El saneamiento cuesta 1.3 mdp por hectárea

En el caso de la Sierra de Guadalupe, el costo incluye la construcción de la cubierta final, una red de captación de biogás, 100 metros de pozo horizontal para los lixiviados y una laguna de ...
 La acumulación de residuos en sitios inadecuados afecta a toda la región.
La acumulación de residuos en sitios inadecuados afecta a toda la región. (Antonio López)

Tultitlán

El cierre y saneamiento de uno de los más grandes tiraderos de basura a cielo abierto del Valle de México, localizado en la Sierra de Guadalupe, tuvo un costo aproximado de 1.3 millones de pesos (mdp) por hectárea, es decir, que se estimó un costo global de 14.8 mdp.

El costo incluye la construcción de la cubierta final, una red de captación de biogás, 100 metros de pozo horizontal para la evacuación de lixiviados, una laguna de evaporación de lixiviados y la construcción de un parque recreativo en la zona.

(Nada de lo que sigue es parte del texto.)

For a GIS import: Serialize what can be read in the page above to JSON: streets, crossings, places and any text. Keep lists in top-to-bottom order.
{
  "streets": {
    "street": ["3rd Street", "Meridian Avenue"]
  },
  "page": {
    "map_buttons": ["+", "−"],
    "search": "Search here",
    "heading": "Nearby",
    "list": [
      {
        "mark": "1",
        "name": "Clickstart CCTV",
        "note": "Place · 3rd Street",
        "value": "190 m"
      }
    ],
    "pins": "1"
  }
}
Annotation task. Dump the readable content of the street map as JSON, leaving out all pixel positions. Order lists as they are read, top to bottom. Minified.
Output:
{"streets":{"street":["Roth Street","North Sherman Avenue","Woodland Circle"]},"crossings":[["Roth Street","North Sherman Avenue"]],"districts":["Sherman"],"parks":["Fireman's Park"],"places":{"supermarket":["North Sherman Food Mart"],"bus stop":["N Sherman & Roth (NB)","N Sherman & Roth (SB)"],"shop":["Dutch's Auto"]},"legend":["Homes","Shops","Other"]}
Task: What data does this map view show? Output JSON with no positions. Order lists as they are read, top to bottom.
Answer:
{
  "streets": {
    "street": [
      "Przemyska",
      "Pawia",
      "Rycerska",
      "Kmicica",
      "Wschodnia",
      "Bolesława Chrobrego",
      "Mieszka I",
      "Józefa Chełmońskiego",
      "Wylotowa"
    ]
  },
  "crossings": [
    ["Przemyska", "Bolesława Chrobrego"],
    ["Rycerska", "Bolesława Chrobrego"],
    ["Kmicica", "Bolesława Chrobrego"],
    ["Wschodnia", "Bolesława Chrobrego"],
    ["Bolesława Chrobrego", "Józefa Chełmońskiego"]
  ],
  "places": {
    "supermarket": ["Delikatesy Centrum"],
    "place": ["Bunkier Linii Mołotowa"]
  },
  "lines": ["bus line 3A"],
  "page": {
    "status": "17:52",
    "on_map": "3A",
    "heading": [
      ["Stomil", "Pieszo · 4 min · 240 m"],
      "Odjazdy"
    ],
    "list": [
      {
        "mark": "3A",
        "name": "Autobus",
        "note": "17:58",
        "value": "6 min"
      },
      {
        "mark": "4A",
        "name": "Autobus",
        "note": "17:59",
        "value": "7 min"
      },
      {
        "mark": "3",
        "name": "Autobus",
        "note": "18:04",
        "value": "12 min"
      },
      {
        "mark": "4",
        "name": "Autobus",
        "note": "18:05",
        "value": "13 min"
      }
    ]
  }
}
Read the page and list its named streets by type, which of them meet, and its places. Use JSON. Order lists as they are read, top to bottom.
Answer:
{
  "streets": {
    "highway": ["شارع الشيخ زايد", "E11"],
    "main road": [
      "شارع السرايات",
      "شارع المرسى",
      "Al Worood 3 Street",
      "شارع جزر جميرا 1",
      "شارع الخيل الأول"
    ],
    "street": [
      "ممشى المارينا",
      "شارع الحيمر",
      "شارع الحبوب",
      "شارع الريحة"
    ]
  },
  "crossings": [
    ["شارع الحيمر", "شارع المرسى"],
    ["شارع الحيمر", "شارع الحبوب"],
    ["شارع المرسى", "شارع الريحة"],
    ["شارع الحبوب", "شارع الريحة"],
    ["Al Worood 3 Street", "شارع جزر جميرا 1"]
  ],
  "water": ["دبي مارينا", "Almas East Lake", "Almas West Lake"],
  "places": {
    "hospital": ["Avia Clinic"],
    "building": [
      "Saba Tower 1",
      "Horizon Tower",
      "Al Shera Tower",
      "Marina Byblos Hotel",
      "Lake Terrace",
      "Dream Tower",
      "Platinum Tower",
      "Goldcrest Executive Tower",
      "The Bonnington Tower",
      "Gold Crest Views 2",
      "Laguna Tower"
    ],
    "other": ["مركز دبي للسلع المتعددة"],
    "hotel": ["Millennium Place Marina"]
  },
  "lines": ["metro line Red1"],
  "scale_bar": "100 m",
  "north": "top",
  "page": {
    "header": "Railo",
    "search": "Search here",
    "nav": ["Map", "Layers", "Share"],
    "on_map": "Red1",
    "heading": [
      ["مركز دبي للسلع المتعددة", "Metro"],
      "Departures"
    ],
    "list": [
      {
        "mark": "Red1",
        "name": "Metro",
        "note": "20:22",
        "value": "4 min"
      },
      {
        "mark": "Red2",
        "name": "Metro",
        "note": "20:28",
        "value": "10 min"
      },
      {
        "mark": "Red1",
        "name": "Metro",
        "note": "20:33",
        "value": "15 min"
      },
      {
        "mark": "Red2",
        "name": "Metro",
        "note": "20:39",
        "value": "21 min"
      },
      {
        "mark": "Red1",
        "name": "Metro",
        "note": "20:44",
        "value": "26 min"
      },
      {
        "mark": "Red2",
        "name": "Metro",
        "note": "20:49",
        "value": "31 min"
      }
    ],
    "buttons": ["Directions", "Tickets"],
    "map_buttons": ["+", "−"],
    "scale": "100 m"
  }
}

En un trabajo denominado "Metodología Propuesta para la Clausura de Tiraderos a Cielo Abierto, Caso de Estudio", el ingeniero Reynaldo Cruz Rivera, de la UNAM, estableció la necesidad de crear un fondo federal destinado a la clausura de tiraderos a cielo abierto y a la creación de rellenos sanitarios en México, con todas las características requeridas.

Explicó que las afectaciones ambientales y de salud pública que causan o pueden causar los tiraderos a cielo abierto van más allá de cualquier límite territorial, por lo que la protección de los recursos naturales es de competencia federal.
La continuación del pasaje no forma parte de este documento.